The Rev. Jesse Jackson, who has made a career channeling and hustling the outrage of oppressed black Americans — sometimes deserved, but ginned up when necessary — has done it again.
Some years back, the civil rights leader claimed he thought he was talking to a reporter “off the record” when he complained about the number of Jews living in New York by referring to the city as “Hymietown.”
This time, during the break from taping “Fox & Friends” on Sunday, a fellow guest had asked the Rev. Jackson about speeches on morality that Democratic nominee-apparent Sen. Barack Obama has given at black churches. The Rev. Jackson responded by criticizing Sen. Obama’s practice of “giving moral lectures to African-Americans,” and whispered the additional and curiously un-Christian comment: “See, Barack been talking down to black people. … I wanna cut his nuts out.”
The Rev. Jackson said he called Obama’s campaign to apologize. “For any harm or hurt that this hot mic private conversation may have caused, I apologize,” he said in a written apology released Wednesday. “My support for Sen. Obama’s campaign is wide, deep and unequivocal.”
In fact, though the Rev. Jackson supports Sen. Obama’s candidacy, the two are not close. Back in September, The State newspaper in South Carolina reported the Rev. Jackson had said Sen. Obama was “acting like he’s white” in his response to the arrest of six black juveniles in Jena, La.
The Rev. Jackson disputed the quote.
The Obama campaign took a measured response to last week’s incident, contending in a statement that Obama has spoken for many years about parental responsibility as well as “jobs, justice and opportunity for all.”
The New York tabloids had some punning fun with the Rev. Jackson’s comment, but the real issue here is not his occasional tendency to mouth less-than-statesmanlike remarks, but rather the underlying premise that a black leader shows disloyalty to “his people” if he remarks that some of that community’s problems lie with the fact that many black American adults — particularly fathers — fail to take their community and parental responsibilities seriously.
Comedian, TV star and author Bill Cosby faced similar charges when he started speaking out on these same issues, a few years back.

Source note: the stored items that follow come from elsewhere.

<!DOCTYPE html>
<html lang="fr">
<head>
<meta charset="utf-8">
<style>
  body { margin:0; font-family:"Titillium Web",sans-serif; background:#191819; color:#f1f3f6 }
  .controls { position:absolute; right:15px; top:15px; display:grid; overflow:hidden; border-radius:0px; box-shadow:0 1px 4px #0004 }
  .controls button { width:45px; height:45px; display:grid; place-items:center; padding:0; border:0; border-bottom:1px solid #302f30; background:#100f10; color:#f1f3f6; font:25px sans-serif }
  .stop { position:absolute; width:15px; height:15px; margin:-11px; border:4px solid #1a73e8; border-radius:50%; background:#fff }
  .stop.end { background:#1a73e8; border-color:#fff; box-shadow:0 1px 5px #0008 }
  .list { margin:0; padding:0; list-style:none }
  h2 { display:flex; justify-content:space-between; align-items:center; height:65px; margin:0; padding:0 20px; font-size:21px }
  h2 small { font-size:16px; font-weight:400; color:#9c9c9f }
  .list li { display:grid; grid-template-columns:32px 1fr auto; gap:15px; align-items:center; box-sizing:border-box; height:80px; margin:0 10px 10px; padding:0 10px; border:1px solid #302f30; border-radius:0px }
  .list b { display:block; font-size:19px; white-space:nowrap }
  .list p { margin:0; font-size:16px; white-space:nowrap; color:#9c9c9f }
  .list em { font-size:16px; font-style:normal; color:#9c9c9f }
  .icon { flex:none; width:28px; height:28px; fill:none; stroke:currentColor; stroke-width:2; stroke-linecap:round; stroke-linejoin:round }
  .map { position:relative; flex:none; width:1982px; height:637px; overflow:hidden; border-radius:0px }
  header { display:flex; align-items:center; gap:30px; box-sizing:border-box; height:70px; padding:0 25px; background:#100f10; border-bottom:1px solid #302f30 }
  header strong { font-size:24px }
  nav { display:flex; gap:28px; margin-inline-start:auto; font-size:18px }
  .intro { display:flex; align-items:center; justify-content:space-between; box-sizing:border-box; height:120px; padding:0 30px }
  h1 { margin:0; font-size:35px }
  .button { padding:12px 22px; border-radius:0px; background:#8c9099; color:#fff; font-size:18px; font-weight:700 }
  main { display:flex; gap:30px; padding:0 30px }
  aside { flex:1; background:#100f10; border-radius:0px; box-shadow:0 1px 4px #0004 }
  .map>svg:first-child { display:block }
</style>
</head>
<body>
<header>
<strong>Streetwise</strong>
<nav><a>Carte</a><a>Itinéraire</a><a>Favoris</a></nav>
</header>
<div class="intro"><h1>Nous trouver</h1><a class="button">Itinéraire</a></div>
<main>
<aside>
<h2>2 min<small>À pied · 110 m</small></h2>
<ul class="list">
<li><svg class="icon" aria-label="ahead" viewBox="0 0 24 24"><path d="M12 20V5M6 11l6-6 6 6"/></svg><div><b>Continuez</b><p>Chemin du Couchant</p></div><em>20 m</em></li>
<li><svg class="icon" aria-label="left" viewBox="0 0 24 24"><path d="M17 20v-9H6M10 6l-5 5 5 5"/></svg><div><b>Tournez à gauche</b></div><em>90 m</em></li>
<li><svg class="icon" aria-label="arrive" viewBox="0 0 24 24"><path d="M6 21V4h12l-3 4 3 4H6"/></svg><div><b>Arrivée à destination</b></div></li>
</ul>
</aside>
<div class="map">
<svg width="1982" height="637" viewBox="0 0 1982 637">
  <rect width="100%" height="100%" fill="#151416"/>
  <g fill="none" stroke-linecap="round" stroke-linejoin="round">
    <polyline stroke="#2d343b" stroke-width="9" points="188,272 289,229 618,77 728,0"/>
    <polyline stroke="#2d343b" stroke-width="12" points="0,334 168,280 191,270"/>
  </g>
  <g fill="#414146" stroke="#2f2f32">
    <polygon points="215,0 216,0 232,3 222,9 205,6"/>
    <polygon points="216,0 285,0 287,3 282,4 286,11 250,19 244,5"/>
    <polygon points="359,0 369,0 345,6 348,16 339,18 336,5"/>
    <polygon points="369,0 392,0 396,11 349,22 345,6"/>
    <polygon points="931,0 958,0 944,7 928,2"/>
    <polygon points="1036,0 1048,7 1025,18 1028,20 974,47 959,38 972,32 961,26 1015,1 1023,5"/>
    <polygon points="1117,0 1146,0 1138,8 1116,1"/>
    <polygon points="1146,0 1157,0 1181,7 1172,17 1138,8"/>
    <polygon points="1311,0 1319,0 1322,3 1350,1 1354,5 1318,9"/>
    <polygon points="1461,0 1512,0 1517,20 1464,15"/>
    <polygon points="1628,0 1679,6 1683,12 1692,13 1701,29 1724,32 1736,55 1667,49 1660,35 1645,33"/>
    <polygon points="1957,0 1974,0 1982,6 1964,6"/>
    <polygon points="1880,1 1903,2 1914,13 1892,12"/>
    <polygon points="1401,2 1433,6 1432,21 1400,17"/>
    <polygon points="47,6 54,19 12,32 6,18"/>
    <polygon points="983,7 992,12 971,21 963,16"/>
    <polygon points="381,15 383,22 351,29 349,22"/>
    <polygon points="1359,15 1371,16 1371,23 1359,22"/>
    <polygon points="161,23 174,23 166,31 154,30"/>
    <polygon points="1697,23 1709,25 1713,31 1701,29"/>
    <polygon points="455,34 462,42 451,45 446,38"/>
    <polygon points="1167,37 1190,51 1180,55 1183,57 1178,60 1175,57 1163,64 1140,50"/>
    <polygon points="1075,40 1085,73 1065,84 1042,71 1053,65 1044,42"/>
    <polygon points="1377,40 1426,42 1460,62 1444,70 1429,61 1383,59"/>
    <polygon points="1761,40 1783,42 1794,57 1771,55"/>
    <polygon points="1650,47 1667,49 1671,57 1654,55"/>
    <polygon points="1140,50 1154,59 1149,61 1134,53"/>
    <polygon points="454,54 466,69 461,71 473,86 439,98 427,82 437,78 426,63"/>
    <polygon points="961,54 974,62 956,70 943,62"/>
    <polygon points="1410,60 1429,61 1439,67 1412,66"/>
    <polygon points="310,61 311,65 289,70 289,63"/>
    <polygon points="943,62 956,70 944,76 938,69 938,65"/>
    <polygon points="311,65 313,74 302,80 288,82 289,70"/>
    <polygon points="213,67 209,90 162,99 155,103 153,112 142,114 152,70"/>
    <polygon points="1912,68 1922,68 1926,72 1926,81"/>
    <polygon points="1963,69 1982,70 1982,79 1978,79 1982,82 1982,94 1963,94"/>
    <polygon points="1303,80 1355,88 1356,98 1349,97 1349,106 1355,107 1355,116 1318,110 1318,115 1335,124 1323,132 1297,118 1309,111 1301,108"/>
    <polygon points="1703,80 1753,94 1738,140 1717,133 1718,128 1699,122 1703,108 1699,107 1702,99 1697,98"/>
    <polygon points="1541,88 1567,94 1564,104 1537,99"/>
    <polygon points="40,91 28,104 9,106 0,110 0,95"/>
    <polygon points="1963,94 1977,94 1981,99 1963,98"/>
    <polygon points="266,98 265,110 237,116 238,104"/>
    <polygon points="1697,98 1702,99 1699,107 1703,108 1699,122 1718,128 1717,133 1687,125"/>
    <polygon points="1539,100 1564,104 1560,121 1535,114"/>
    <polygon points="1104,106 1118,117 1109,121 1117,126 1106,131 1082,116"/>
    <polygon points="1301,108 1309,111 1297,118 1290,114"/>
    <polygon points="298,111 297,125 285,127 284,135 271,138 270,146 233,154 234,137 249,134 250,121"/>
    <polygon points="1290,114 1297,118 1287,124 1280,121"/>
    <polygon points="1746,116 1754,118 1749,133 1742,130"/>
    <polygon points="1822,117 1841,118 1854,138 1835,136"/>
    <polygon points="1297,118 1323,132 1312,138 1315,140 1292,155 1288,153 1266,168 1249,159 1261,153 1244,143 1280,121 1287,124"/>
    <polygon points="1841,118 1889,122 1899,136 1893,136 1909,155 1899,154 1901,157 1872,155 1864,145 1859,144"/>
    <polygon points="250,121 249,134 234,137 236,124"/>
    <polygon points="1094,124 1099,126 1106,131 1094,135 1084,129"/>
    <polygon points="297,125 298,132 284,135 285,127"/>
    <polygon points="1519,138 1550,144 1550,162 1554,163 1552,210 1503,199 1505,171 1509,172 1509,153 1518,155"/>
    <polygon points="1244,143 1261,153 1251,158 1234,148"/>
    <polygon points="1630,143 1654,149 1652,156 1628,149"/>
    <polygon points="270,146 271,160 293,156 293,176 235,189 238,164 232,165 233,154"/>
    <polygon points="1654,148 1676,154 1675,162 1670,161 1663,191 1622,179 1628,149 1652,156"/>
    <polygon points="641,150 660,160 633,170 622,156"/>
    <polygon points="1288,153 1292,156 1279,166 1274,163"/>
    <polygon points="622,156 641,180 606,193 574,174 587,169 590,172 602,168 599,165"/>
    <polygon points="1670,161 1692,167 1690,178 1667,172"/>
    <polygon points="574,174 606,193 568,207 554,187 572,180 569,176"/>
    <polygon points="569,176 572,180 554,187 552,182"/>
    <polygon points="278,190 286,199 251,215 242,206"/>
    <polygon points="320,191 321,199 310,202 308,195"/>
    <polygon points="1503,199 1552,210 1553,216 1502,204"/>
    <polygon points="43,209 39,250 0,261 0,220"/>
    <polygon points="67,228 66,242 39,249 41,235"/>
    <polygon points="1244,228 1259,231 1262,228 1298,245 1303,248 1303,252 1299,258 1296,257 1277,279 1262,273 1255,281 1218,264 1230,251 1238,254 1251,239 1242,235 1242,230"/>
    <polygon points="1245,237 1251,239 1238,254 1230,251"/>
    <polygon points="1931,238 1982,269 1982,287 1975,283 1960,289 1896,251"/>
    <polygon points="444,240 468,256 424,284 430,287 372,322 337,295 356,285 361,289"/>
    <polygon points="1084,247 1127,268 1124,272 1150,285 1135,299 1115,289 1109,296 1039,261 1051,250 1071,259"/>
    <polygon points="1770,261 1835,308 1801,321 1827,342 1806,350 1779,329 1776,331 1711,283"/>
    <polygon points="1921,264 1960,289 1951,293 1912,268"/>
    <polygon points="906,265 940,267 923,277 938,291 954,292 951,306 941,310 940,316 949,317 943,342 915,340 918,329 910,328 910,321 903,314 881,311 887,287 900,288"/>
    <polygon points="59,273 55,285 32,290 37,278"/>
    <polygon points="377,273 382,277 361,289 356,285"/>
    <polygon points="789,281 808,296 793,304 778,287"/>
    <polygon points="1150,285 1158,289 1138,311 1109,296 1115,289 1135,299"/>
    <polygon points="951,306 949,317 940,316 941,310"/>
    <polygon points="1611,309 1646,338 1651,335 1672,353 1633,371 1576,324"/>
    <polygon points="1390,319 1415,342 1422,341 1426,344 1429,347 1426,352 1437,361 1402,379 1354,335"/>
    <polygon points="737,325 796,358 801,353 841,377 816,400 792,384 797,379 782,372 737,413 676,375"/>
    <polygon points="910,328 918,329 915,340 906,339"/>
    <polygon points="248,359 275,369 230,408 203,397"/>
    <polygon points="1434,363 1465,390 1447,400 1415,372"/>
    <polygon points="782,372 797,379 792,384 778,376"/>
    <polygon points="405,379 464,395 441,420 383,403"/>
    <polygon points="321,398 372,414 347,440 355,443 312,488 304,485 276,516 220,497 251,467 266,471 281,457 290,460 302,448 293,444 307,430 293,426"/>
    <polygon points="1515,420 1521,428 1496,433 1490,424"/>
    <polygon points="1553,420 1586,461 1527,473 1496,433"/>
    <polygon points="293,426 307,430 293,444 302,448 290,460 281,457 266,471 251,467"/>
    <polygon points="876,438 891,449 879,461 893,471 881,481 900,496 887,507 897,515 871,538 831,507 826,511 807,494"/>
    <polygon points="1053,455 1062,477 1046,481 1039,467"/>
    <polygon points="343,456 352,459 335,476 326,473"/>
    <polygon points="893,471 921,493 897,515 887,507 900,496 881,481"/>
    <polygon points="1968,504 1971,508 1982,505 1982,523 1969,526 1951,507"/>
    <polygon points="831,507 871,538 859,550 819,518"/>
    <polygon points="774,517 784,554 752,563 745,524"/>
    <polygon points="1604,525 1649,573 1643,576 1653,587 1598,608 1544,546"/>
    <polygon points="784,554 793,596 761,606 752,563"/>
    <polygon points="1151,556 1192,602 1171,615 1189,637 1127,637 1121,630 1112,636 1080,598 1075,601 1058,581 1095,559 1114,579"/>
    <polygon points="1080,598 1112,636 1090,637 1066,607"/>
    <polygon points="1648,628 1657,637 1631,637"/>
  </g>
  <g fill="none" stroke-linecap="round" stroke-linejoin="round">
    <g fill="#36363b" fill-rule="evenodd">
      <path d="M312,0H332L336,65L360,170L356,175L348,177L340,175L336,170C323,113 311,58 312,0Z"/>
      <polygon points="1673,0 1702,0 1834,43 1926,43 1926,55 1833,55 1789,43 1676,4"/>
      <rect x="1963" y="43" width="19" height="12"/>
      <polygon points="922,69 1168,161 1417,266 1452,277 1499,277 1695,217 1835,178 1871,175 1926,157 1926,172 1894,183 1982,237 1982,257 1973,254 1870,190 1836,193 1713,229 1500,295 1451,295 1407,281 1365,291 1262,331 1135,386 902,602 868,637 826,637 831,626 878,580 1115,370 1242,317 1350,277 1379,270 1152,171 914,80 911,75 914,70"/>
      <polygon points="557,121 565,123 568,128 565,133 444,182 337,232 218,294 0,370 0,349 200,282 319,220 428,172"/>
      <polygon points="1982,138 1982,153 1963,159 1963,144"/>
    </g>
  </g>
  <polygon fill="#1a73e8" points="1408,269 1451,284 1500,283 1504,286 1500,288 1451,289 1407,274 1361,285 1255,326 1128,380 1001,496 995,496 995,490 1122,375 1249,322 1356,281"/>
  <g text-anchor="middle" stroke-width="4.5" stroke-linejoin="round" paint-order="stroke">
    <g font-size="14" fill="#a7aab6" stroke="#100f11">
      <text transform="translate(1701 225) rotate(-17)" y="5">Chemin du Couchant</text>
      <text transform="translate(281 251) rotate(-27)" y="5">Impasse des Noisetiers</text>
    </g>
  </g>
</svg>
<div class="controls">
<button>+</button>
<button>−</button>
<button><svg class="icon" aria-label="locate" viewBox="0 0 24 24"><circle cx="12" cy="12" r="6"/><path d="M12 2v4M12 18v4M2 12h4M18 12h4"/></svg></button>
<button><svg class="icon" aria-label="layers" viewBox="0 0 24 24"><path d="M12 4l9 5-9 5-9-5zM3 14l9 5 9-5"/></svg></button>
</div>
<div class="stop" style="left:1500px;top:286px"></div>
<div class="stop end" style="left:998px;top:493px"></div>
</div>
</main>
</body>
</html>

The historical roots of such concerns are not hard to grasp. Any group that believes itself isolated and oppressed will tend to close ranks and resist admitting weakness or error to the majority.
But Sen. Obama — like Mr. Cosby before him — makes some valid points. It may not be pleasant to be told our own actions and attitudes are partly at fault for the plight of the younger generation. But sometimes it’s precisely what we need to hear.
We are less likely to absorb and profit from such lessons if anyone even broaching these subjects draws curiously aggressive threats to “cut his nuts out.”